こうして名実ともに幕政の最高権力者となった松平定信の手で、「寛政の改革」が本格的に開始されていくのでした。このあたり、『べらぼう』では文字通りドラマティックに演出されていくと思われます。
また白河藩主としての松平家について、ドラマでは老中にするには「家柄がふさわしくない」とするセリフもありました。ただ、これについて筆者の周辺では「本当にそうだったの?」という声もあったので補足させていただきます。
松平定信が養子として入った白河藩主・松平家は、徳川家の分家筋では「久松松平家」と称されます。そして久松松平家は、徳川家康の生母・於大の方が、彼女の再婚相手である久松長家との間に成した子どもたちと、その子孫たちで構成されるれっきとした「名門」です。

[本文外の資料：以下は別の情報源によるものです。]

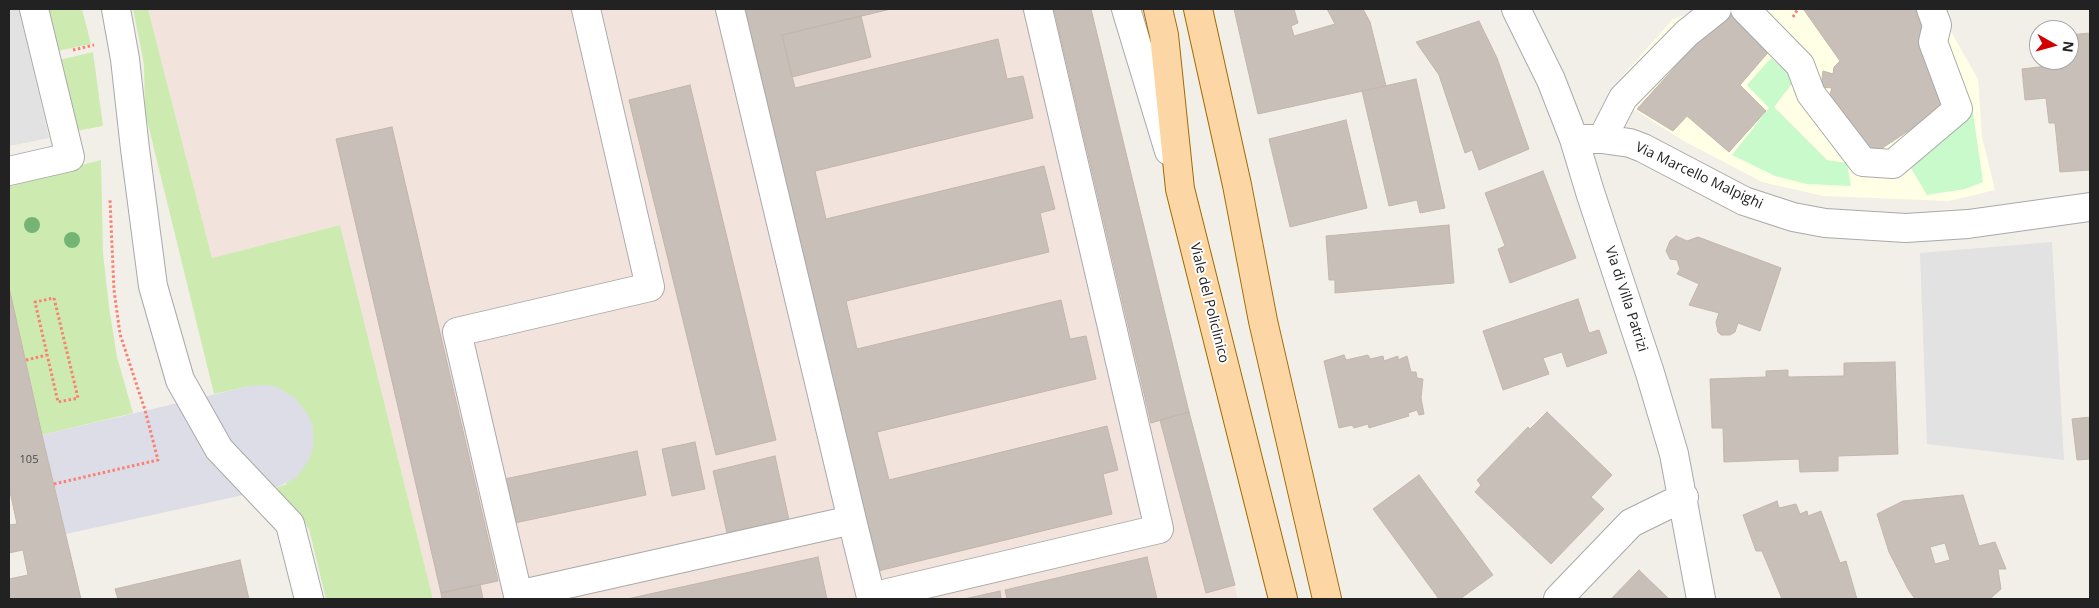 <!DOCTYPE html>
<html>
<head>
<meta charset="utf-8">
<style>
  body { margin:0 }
  #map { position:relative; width:2099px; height:608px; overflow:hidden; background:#f2efe9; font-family:"Open Sans",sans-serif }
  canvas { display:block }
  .frame { position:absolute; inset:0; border:10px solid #222; pointer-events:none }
  .north { position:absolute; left:2029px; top:20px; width:50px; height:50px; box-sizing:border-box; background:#fff; border:1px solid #a7a7a7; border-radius:50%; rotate:97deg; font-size:14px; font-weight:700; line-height:20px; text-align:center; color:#222 }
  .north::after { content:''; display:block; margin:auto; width:18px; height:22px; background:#d40000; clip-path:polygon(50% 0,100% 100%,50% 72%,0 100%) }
</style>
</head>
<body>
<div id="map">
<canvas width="2099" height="608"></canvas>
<div class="frame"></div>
<div class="north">N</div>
</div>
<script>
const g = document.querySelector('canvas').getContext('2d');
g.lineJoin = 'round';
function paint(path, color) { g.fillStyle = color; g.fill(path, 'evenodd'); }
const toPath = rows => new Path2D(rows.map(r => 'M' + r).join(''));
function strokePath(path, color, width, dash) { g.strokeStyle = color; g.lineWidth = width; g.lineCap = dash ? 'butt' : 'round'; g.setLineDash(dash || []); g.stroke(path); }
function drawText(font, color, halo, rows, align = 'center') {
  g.font = font + ' "Open Sans",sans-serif'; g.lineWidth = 4; g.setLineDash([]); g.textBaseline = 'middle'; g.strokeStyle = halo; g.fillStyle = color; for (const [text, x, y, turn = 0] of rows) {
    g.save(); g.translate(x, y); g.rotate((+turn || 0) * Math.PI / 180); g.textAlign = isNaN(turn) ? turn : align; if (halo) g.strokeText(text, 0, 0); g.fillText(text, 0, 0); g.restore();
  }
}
paint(toPath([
  [1694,9,1938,9,1978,79,1982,137,1995,190,1949,201,1823,196,1762,182,1682,140,1632,108,1610,90,1673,19,1690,13]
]), '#ffffe5');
paint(toPath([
  [148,9,1091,9,1189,412,1238,599,433,599,340,225,212,258]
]), '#f3e3dd');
paint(toPath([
  [48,9,82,9,91,44,58,51],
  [133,9,148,9,212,258,340,225,433,599,326,599,309,529,275,488,287,484,250,386,214,394,145,112,144,64],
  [93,52,103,126,76,131,59,60],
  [101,160,103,253,109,307,117,357,133,413,42,435,9,287,9,183]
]), '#cdebb0');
paint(toPath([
  [1771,58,1795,80,1774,107,1827,160,1847,163,1851,186,1807,184,1775,176,1732,155,1769,108,1747,85],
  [1973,113,1983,182,1965,189,1927,195,1908,163]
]), '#c8facc');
paint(toPath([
  [9,9,19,9,49,138,9,146],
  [2052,242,2064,460,1927,444,1920,253]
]), '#e2e2e2');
paint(toPath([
  [265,385,277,387,295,398,308,415,313,425,313,448,309,460,296,478,275,488,66,534,42,435,250,386]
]), '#dddde8');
const building = toPath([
  [740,9,891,9,782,35,795,88,998,39,1007,79,1023,76,1033,118,815,171,826,219,1044,166,1055,209,1040,213,1049,252,846,301,857,349,1061,300,1070,339,1086,336,1096,379,877,432,889,480,1107,426,1118,470,1103,474,1112,514,874,572,740,9],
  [1054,9,1091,9,1189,412,1151,423,1054,9],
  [1234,9,1294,9,1298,23,1291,26,1294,36,1335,24,1327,9,1363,9,1370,22,1386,86,1258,114,1234,9],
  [1806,9,1919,9,1918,10,1922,16,1936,71,1929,74,1947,105,1881,149,1869,148,1829,97,1832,88,1821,87,1823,71,1833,74,1834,67,1840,61,1804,10,1806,9],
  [1728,13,1771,49,1740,85,1766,111,1729,152,1687,116,1673,131,1637,109,1686,55,1682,51,1690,42,1695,45,1728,13],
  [861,16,871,57,792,77,782,35,861,16],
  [1479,21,1497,58,1529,149,1479,170,1472,150,1465,153,1439,75,1416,42,1479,21],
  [2090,33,2090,170,2060,172,2055,123,2049,123,2046,98,2025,100,2022,69,2047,66,2046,60,2069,60,2069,35,2090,33],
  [1416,79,1445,208,1420,213,1417,200,1389,206,1362,91,1416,79],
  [690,85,776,440,716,455,629,100,690,85],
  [1346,120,1367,208,1290,227,1269,139,1346,120],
  [392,127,498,581,441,593,336,139,392,127],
  [1543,171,1576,258,1510,283,1498,249,1505,246,1485,193,1543,171],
  [1449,225,1454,283,1335,293,1335,280,1329,280,1326,236,1449,225],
  [1676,236,1687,241,1698,237,1781,268,1760,331,1738,323,1735,332,1730,335,1721,335,1718,332,1716,322,1719,313,1689,305,1699,284,1677,274,1680,269,1677,260,1670,259,1666,251,1670,241,1676,236],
  [9,287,42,435,81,599,9,599,9,579,28,575,23,550,9,553,9,525,17,524,9,487,9,287],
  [1578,299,1589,333,1599,330,1607,353,1567,367,1562,352,1543,358,1549,374,1503,390,1483,331,1578,299],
  [1344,355,1346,360,1368,355,1370,359,1383,356,1384,361,1398,356,1398,360,1407,356,1411,372,1416,372,1417,378,1423,379,1421,398,1424,414,1419,415,1417,410,1408,413,1409,416,1369,428,1368,424,1354,428,1352,425,1339,428,1324,361,1344,355],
  [1895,362,1898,454,1838,456,1838,471,1800,472,1799,459,1724,462,1723,428,1712,428,1710,379,1766,377,1766,371,1788,370,1788,377,1844,376,1844,363,1895,362],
  [1189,412,1235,585,1206,593,1160,420,1189,412],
  [1547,412,1612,475,1591,497,1604,509,1551,564,1475,492,1481,485,1477,480,1528,427,1530,429,1547,412],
  [2090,417,2090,459,2077,460,2072,419,2090,417],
  [695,442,705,489,672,496,662,449,695,442],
  [637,451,646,495,510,524,500,480,637,451],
  [775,456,789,520,727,533,713,471,775,456],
  [1419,475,1493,575,1460,599,1439,599,1373,509,1419,475],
  [1963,495,1979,546,1995,542,2006,569,1998,569,2001,589,1990,599,1915,599,1908,589,1889,552,1877,514,1903,501,1963,495],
  [1945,543,1950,560,1935,564,1930,547,1945,543],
  [1777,501,1779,508,1796,504,1800,514,1807,511,1808,516,1821,511,1840,563,1846,561,1857,599,1782,599,1762,551,1756,551,1743,515,1777,501],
  [818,557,827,599,627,599,818,557],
  [1147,557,1157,599,1007,599,1005,590,1147,557],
  [240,560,249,599,118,599,115,589,240,560],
  [1639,570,1669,599,1611,599,1639,570],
  [480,584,483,599,442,599,441,593,480,584],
  [1000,591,1001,599,964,599,1000,591]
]);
paint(building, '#c7bfb8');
strokePath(building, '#c4b6ab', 1);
const minor = toPath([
  [116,9,125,59,135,149,153,286,180,380,219,449,290,524,309,599],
  [586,9,650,287,457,332,518,595,852,520,871,597,1159,529,1038,9],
  [730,9,852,520],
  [1126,9,1169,151],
  [1516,9,1551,80,1574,139,1590,192,1650,373,1674,454,1701,599],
  [1745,9,1800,65,1811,94,1863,162,1893,164,1958,109,1933,42,1937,25,1931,9],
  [1574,139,1602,139,1630,143,1643,148,1744,201,1793,217,1825,223,1906,228,1968,224,2090,207],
  [1602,139,1623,98,1687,33,1717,9],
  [9,171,70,157,34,9],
  [1558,599,1631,523,1684,497]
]);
const major = toPath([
  [1158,9,1164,35,1180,189,1283,599],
  [1198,9,1237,185,1263,321,1327,599]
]);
strokePath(minor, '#a9a9a9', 30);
strokePath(major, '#a06b00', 30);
strokePath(toPath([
  [1793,17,1798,9],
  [73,50,94,45],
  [54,298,78,398,58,402,35,302,54,298],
  [26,360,47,355],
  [54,484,158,460,145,410,120,334,114,290,110,200]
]), '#fa8072', 3, [2.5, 2.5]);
strokePath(minor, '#fff', 28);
strokePath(major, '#fcd6a4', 28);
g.fillStyle = '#74b475';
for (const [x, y] of [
  [32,225],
  [72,240]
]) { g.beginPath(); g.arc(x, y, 8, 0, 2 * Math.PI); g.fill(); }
drawText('11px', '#4b4948', null, [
  ["105",29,460]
]);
drawText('14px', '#222', '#fff', [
  ["Via Marcello Malpighi",1699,176,25],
  ["Via di Villa Patrizi",1626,299,72],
  ["Viale del Policlinico",1209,303,76]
]);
</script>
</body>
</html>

久松長家といえば、『どうする家康』ではリリー・フランキーさんが演じた姿が思い出されるわけですが、徳川家康の異父兄弟である彼らの子孫なのだから、その後の江戸城でも「名門」として遇されることは間違いない。しかし、本当に強い政治的発言力を有する家康の子孫たち――たとえば将軍家や、御三家や御三卿などとは家格が劣る存在にすぎない……という事実上の区別はされていたのです。
幕府最上層の人々の間にも明確な区別が敷かれていた時代背景を巧みにドラマは描いているなぁ、と思って拝見していました。今後、ドラマの松平定信がどう描かれていくのか、本当に楽しみです。